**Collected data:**
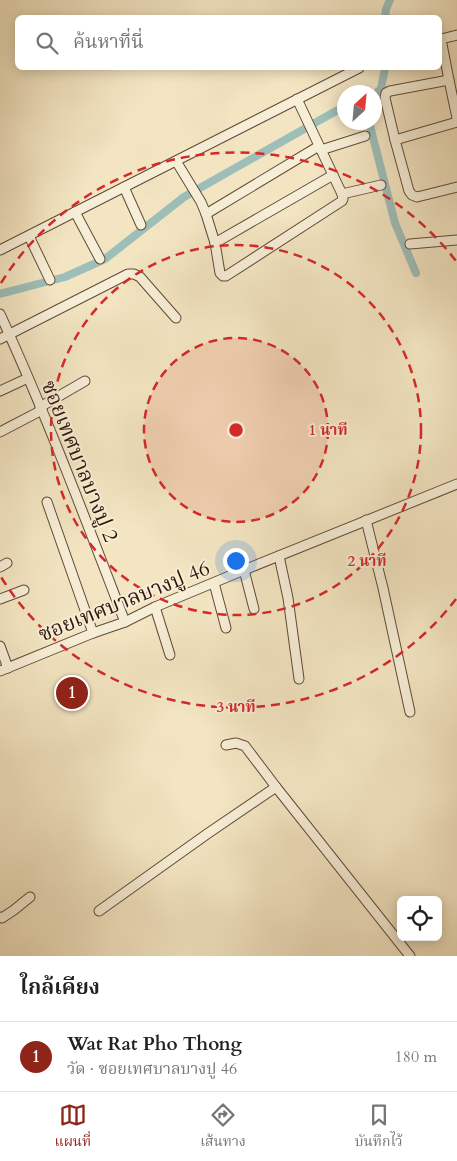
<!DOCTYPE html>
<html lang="th">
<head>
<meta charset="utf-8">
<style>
	:root { --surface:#fff; --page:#f6f6f6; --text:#222; --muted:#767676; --line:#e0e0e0; --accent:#8f2418 }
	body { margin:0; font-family:Cardo,"Noto Serif Thai",serif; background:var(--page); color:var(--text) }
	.controls { position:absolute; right:15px; bottom:15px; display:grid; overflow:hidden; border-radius:8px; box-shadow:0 2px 12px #0003 }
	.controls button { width:45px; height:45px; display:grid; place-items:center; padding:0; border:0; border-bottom:1px solid var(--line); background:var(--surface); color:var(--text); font:25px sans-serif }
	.compass { position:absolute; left:337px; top:85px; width:45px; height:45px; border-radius:50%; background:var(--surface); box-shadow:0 2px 12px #0003; rotate:26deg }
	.you { position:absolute; left:235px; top:560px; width:18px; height:18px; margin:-12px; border:4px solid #fff; border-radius:50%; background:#1a73e8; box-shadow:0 0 0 8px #1a73e833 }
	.badge { display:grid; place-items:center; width:32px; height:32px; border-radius:50%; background:var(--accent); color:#fff; font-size:16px; font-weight:700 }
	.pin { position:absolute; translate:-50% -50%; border:2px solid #fff; box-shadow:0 1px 5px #0006 }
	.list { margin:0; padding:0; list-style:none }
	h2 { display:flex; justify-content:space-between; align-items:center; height:65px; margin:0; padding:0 20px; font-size:21px }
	h2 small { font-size:16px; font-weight:400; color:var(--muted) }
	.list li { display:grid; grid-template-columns:32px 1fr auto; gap:15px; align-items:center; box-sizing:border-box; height:70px; padding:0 20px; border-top:1px solid var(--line) }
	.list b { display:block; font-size:19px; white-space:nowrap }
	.list p { margin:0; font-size:16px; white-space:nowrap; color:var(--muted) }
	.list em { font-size:16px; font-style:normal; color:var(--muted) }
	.icon { flex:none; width:28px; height:28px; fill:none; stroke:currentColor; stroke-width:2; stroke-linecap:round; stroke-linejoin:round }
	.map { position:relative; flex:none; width:457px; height:956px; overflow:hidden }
	.search { position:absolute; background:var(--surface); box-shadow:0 2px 12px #0003; left:15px; right:15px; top:15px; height:55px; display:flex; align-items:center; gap:12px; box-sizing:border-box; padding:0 18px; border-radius:8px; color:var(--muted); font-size:19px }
	.sheet { height:135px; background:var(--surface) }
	nav { display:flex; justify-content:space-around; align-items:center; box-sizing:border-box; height:70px; border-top:1px solid var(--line); background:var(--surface); font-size:14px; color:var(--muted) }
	nav a { display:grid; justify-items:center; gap:2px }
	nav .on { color:var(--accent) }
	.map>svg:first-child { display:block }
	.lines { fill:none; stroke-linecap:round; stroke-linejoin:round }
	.canal { stroke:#9dbeb9; stroke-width:8 }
	.minor-casing { stroke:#614a37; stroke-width:11 }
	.minor { stroke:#f7eed7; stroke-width:9 }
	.ring { fill:none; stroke:#d62828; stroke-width:2.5; stroke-dasharray:9 6 }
	.labels { text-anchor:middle; stroke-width:4; stroke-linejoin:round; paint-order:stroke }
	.street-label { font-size:21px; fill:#301609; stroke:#f7eed7 }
	.centre { fill:#d62828; stroke:#f7eed7; stroke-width:2.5 }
	.ring-label { font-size:15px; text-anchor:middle; font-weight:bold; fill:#d62828; stroke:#f7eed7; stroke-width:4; stroke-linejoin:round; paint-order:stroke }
</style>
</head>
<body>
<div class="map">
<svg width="457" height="956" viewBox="0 0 457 956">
	<rect width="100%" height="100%" fill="#f3e5c2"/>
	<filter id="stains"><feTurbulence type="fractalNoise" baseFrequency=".004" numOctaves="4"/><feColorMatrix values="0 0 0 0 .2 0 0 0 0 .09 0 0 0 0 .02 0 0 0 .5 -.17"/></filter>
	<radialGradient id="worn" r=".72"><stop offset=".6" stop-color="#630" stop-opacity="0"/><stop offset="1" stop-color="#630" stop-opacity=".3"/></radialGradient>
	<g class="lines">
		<!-- canal -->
		<g class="canal">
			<path d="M385,18L386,9L390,0"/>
			<path d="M374,95L381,89L385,68"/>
			<path d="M369,122L395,223L416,273"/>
			<path d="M0,294L65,277L105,259L184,197L336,111L344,107"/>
		</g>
		<defs>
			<g id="minor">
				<path d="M457,35L441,39L449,80L457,118"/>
				<path d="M457,122L395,140L409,191L412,195L417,197L457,187"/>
				<path d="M395,140L385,98L386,93L390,91L449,80"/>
				<path d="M321,150L365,136"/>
				<path d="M176,161L201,202L206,214L215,243L220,273L223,276H226L342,201L343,199L342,194L297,99"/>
				<path d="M124,187L141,225"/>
				<path d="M342,194L381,185"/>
				<path d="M75,212L100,259"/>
				<path d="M206,214L319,146"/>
				<path d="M29,236L50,280"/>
				<path d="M215,243L333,175"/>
				<path d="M410,244L457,240"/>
				<path d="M0,250L359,68"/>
				<path d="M0,314C46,414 85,518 125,622"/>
				<path d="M0,339L128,274H134L140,277L176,318"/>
				<path d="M0,391L28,378"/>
				<path d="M40,407L85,381"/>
				<path d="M0,432L42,410"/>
				<path d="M47,502L93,633"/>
				<path d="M366,520L383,588L410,712"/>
				<path d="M279,556L288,598L299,679"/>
				<path d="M0,567L7,563"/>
				<path d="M244,570L254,609"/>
				<path d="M214,583L226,628"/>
				<path d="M0,599L24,590"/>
				<path d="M155,607L170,655"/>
				<path d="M0,646L8,668"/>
				<path d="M0,671L93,633L125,622L155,607L244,570L457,484"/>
				<path d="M226,745L236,743L245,746L276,787"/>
				<path d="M99,911L207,834L276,787L410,956"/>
				<path d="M0,917L2,918L14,910L30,897"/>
			</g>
		</defs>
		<!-- minor casing -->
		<use href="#minor" class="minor-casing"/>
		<!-- minor -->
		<use href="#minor" class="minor"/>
	</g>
	<!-- distance rings -->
	<circle cx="236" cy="430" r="92" fill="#d62828" fill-opacity=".12"/>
	<g class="ring">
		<circle cx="236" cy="430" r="92"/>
		<circle cx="236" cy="430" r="185"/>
		<path d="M456 599A277 277 0 0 1 1 577M1 283A277 277 0 0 1 456 261"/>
	</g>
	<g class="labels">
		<!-- street labels -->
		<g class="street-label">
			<text transform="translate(80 461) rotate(68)" y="7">ซอยเทศบาลบางปู 2</text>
			<text transform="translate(124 601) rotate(-22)" y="7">ซอยเทศบาลบางปู 46</text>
		</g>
	</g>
	<circle cx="236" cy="430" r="8" class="centre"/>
	<g class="ring-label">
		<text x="328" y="435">1 นาที</text>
		<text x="367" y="566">2 นาที</text>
		<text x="236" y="712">3 นาที</text>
	</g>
	<rect width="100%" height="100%" filter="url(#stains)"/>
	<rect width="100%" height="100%" fill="url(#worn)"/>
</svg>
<div class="controls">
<button><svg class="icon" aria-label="locate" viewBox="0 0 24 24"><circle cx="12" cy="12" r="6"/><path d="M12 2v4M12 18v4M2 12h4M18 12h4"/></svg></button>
</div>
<svg class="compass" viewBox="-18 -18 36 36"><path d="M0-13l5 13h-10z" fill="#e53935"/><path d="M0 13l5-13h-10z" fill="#767676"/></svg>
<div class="you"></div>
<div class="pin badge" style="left:72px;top:693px">1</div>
<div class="search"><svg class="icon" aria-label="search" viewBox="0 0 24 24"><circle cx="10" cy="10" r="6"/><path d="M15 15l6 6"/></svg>ค้นหาที่นี่</div>
</div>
<section class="sheet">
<h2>ใกล้เคียง<small></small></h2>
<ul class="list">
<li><span class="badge">1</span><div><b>Wat Rat Pho Thong</b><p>วัด · ซอยเทศบาลบางปู 46</p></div><em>180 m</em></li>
</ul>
</section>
<nav>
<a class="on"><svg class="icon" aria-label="map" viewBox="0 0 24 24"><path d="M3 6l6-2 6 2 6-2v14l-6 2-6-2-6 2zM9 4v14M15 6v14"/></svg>แผนที่</a>
<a><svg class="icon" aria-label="directions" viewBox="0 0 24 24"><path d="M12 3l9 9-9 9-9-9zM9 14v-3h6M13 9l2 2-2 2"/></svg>เส้นทาง</a>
<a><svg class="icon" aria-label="saved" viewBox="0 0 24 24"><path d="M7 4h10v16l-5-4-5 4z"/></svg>บันทึกไว้</a>
</nav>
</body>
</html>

**BRIEF:**
Pull from the data each line where the string "linecap" turns up.

**SOLUTION BELOW:**
	.icon { flex:none; width:28px; height:28px; fill:none; stroke:currentColor; stroke-width:2; stroke-linecap:round; stroke-linejoin:round }
	.lines { fill:none; stroke-linecap:round; stroke-linejoin:round }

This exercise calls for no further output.